Lunation 5.16 Days
200mm Reflector / Williams Optics Binoviewer 20mm eyepieces
2X Barlow/120 X Image not rotated
300gm Paper/Soft Pastels/Conte Crayons/Blending stick / etching tool
Many astronomers are less than fond of the moon because its reflected light takes away from their deep sky observations and imaging. Both the moonless and the moon full renditions of the sky are relished by me for different reasons. The deep dark sky for comets and messier objects, our moon for its outstanding contrast and intricate detail. My attention is captured by the interaction of sunlight with the rugged landscape.
It is often difficult to choose what feature of the moon to draw when your field of view sometimes offers several exquisite potentials. The theatre of the moon is almost impossible to ignore.
Back in May 2007 I had a loan of a pair of binoviewers this sketch was the result of trying them for the first time. I was looking at the moon from around 20:00 as I was keen to see what they could do. Oh boy !!! what a view, really extraordinary, even though the seeing not as good as it could have been. I looked at Vallis Rhetia Wow !! its long alleyway bent toward me offering a superb almost tangible target.
Petavius close to the limb was also tempting , its central mountain was jutting up like sticks in a fire. What can I say, the drama of the terminator called, it seemed to say to me “Fracastorius is doing a powerful light show with some of its close by craters.” Fracastorius D, H and Beaumont were presenting like a series of vertebra arching into the darkness. I was both mesmerised and motivated to capture this on paper with my pastels and etching tools.

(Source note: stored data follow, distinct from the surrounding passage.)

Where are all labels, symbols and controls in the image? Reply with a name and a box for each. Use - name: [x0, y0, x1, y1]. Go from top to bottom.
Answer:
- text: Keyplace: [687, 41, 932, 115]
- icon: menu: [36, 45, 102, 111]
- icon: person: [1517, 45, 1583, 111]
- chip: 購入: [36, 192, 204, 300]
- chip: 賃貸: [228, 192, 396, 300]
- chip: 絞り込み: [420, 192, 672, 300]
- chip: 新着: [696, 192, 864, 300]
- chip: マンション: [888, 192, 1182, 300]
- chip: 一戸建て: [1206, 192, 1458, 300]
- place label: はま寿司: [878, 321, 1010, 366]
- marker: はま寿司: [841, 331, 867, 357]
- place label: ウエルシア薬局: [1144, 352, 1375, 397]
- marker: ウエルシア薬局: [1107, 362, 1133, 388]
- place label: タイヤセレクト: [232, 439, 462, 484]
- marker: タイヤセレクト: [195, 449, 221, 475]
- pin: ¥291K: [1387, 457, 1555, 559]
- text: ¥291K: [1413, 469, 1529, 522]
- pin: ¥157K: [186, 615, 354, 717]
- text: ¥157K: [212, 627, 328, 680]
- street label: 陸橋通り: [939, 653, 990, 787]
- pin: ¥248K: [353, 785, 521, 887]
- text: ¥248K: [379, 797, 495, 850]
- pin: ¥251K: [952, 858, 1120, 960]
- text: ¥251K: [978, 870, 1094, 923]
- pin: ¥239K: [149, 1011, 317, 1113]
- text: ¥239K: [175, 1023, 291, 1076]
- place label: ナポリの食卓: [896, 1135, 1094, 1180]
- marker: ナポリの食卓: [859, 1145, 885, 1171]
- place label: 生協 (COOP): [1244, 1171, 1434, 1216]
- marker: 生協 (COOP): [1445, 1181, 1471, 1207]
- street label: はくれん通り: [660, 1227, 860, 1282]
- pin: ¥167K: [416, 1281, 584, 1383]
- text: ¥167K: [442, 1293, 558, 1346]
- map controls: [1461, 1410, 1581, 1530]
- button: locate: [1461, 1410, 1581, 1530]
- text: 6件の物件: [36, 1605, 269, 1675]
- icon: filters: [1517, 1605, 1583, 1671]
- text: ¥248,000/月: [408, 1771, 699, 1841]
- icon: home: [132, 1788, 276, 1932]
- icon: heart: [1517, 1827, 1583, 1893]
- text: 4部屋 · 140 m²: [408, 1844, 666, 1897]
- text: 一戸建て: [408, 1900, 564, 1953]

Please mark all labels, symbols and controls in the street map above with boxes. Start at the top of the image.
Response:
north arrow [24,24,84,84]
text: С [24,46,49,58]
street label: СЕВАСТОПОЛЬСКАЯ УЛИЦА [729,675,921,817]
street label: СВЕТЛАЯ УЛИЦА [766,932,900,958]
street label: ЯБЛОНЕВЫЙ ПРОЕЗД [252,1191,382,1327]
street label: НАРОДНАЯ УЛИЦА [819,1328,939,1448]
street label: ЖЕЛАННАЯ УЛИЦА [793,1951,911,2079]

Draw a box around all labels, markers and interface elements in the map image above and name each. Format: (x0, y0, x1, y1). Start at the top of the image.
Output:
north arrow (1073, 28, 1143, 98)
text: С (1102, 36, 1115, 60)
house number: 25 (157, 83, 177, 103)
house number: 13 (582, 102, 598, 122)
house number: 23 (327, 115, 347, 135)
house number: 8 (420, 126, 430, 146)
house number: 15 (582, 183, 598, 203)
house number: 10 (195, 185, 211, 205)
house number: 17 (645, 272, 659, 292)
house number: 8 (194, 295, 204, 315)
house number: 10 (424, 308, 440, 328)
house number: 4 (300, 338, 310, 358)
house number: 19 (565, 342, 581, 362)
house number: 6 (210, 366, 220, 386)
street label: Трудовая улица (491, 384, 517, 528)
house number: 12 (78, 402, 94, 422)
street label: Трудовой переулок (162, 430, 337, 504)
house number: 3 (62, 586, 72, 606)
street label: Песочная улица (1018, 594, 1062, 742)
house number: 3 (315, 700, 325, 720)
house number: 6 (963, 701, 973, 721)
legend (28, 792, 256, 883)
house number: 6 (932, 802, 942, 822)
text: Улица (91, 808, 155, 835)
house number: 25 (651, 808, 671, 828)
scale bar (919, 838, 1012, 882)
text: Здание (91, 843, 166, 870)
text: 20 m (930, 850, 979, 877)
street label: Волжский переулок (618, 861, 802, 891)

A wonderful visual effect was created by this instrument. My two eyes observing together enhanced the view in a unique way. Toward the end of my session , the seeing became steadier and the floor of Nectaris revealed some subtle variations in greys and lines so I gave it some attention. I etched away side walls of this enclosed plain to bring more depth to the drawing. As I had spent so much time observing and drawing the action on the terminator I hardly gave an effort to Rosse crater . Its circular nature is barely etched into Mare Nectaris where as its human namesake Sir William Parsons (3rd Earl of Rosse) is deeply entrenched in Irish astronomical history. Fracastorius itself is a lava filled horse shoe shaped walled plain, named after an Italian doctor . Madler is named for Johann Heinrich Madler who interestingly was an author of the first map of Mars and a map of the moon. Beaumont named after a 19th century French geologist .
At ALCON 2009 in New York (Astronomical League Convention) I bought myself a lovely set of binoviewers. They are really outstanding for both lunar and solar drawing especially if there is a large filaprom on the limb.
You can catch Fracastorius and its surrounding spectacle five days after new moon or four days after full moon. A small telescope or binoculars will show it to you, as always aperture is king.